Near-infrared light-emitting electrochemical cells based on a molecular ruby

Abstract

Near-infrared (NIR) light-emitting electrochemical cells (LECs) hold promise for low-cost, large-area, and flexible optoelectronic applications, yet efficient NIR emission from earth-abundant metal complexes remains challenging. Here, we report the fabrication and characterization of the first NIR LECs based on a cationic chromium(III) complex, [Cr(ddpd)₂][BF₄]₃ (ddpd = N,N′-dimethyl-N,N′-dipyridine-2-ylpyridine-2,6-diamine). Neat-film devices exhibited spectrally stable and narrowband NIR EL emission (full width at half maximum (FWHM) = 27 nm), but their external quantum efficiency (EQE) remained low due to limited carrier balance. To address these limitations, a host–guest strategy was employed using a blue-green emissive cationic iridium(III) complex as the host. Although energy transfer from host to guest was inefficient, incorporation of the host significantly improved the carrier balance.
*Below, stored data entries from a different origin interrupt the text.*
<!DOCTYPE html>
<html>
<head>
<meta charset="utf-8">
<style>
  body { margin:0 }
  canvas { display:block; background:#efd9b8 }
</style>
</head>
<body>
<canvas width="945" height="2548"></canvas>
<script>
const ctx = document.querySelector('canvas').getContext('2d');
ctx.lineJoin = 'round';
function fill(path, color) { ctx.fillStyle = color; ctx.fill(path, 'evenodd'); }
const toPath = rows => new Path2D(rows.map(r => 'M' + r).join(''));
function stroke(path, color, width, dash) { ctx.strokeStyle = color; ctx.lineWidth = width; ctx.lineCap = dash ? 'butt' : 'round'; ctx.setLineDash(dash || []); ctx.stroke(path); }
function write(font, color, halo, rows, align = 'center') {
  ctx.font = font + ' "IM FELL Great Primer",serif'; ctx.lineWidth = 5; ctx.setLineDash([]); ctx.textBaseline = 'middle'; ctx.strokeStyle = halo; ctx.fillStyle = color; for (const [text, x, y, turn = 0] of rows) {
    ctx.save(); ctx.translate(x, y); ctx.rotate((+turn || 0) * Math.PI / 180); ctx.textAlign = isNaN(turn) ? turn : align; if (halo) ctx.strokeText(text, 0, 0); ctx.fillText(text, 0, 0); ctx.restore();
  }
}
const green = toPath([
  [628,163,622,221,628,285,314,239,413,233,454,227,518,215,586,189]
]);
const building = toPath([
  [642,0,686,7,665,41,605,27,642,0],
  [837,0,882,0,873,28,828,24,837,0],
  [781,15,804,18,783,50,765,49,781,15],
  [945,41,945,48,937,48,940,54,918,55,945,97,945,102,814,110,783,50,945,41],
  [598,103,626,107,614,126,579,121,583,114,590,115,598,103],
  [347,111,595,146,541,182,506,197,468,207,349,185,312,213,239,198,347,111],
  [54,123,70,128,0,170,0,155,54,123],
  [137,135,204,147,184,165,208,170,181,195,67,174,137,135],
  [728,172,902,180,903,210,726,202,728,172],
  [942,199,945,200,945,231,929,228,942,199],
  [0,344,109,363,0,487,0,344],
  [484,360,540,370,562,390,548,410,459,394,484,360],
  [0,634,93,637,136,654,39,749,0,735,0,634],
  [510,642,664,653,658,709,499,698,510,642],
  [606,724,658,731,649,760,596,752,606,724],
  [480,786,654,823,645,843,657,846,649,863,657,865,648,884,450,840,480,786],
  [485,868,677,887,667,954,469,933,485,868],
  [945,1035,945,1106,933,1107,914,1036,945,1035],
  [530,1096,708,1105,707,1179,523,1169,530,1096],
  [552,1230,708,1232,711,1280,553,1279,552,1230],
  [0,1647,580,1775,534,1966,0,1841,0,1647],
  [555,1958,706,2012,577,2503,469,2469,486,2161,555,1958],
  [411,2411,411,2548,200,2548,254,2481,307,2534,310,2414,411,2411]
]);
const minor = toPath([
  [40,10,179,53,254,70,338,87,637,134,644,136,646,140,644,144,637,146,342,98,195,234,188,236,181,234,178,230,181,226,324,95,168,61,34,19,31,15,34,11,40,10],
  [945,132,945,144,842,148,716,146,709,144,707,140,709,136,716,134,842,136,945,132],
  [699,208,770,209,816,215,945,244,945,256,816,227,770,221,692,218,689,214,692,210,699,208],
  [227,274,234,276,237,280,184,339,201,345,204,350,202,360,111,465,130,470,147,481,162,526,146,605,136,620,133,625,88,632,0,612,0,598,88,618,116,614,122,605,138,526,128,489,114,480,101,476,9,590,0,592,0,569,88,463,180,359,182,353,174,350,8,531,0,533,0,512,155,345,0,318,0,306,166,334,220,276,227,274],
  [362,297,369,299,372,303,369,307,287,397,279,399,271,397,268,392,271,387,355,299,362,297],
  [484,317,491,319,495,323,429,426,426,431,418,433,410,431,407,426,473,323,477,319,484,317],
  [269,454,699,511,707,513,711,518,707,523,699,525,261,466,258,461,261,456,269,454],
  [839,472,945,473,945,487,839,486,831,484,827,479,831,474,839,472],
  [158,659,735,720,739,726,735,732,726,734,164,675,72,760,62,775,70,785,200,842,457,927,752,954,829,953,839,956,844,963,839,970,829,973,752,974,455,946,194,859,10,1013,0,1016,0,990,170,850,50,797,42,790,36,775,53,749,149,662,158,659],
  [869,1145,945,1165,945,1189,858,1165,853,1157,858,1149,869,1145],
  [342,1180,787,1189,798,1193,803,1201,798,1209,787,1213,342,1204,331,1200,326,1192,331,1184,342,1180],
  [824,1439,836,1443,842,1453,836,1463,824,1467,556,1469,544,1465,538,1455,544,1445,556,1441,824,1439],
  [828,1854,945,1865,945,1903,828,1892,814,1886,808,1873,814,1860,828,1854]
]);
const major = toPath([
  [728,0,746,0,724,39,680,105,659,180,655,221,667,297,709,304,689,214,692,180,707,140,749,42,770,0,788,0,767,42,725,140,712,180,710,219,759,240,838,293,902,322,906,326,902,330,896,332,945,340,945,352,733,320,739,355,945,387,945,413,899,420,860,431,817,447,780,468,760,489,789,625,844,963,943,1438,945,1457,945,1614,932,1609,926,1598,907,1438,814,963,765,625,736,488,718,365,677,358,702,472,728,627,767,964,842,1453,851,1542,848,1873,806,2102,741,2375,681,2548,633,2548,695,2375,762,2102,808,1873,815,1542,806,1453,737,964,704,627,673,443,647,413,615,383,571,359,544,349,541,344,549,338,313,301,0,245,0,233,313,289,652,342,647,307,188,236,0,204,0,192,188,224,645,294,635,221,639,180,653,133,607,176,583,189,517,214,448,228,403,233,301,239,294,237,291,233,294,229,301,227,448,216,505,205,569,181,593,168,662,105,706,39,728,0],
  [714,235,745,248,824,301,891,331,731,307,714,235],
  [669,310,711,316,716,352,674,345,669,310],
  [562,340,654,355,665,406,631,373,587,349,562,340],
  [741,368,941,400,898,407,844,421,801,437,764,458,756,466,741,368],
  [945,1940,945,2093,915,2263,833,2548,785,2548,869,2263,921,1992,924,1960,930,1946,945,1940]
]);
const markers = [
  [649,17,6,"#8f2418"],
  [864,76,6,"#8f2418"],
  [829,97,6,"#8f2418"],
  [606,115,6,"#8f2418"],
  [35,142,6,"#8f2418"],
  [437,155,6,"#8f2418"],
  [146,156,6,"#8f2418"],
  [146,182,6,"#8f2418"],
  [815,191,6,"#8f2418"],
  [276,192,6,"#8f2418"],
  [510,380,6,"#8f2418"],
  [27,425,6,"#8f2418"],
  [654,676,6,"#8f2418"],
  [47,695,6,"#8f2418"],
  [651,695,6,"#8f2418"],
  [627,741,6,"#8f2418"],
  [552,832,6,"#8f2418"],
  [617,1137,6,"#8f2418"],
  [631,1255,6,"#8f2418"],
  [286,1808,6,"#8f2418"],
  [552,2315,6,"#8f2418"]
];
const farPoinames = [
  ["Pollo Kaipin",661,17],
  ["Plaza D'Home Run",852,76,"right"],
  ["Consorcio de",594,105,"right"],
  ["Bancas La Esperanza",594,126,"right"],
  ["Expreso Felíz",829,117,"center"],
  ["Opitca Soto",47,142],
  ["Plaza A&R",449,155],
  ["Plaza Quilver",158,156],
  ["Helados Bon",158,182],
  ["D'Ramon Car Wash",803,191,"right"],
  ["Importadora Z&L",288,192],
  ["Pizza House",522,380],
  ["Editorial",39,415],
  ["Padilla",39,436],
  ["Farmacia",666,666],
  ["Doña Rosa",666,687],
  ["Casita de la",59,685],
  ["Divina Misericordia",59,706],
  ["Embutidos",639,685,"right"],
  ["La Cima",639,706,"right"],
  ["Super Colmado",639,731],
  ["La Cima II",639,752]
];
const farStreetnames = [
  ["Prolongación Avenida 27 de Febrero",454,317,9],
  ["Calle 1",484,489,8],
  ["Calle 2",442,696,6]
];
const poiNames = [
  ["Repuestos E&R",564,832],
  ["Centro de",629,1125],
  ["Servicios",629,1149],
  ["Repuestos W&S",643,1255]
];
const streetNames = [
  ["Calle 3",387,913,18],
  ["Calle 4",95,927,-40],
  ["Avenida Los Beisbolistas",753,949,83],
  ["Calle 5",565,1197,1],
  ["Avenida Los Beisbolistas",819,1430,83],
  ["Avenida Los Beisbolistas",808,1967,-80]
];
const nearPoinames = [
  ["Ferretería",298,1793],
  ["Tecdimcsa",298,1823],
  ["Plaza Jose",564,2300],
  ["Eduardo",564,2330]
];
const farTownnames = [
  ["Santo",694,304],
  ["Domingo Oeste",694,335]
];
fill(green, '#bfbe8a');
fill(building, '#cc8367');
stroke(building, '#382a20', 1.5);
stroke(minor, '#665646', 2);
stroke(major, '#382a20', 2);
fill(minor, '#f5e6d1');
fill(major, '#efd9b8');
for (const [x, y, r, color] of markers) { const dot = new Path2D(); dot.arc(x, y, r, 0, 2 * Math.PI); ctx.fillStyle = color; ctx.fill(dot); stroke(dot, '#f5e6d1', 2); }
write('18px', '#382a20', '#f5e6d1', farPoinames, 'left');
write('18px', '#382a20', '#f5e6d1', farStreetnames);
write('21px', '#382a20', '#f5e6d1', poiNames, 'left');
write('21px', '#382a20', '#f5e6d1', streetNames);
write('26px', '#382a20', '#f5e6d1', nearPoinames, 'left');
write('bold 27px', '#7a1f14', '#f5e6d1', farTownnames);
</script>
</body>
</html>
The optimized host–guest device (220 nm) achieved a peak EQE of 1%, representing a ∼20-fold enhancement over the neat-film device. However, operational stability was constrained by the intrinsic instability of the Cr-based complex. Device thickness was found to significantly influence temporal evolution of EL spectra, residual host emission, and device efficiency. This work establishes a cationic chromium(III) complex as a promising sustainable NIR emitter for LEC devices and offers design strategies for high-efficiency, earth-abundant light-emitting devices.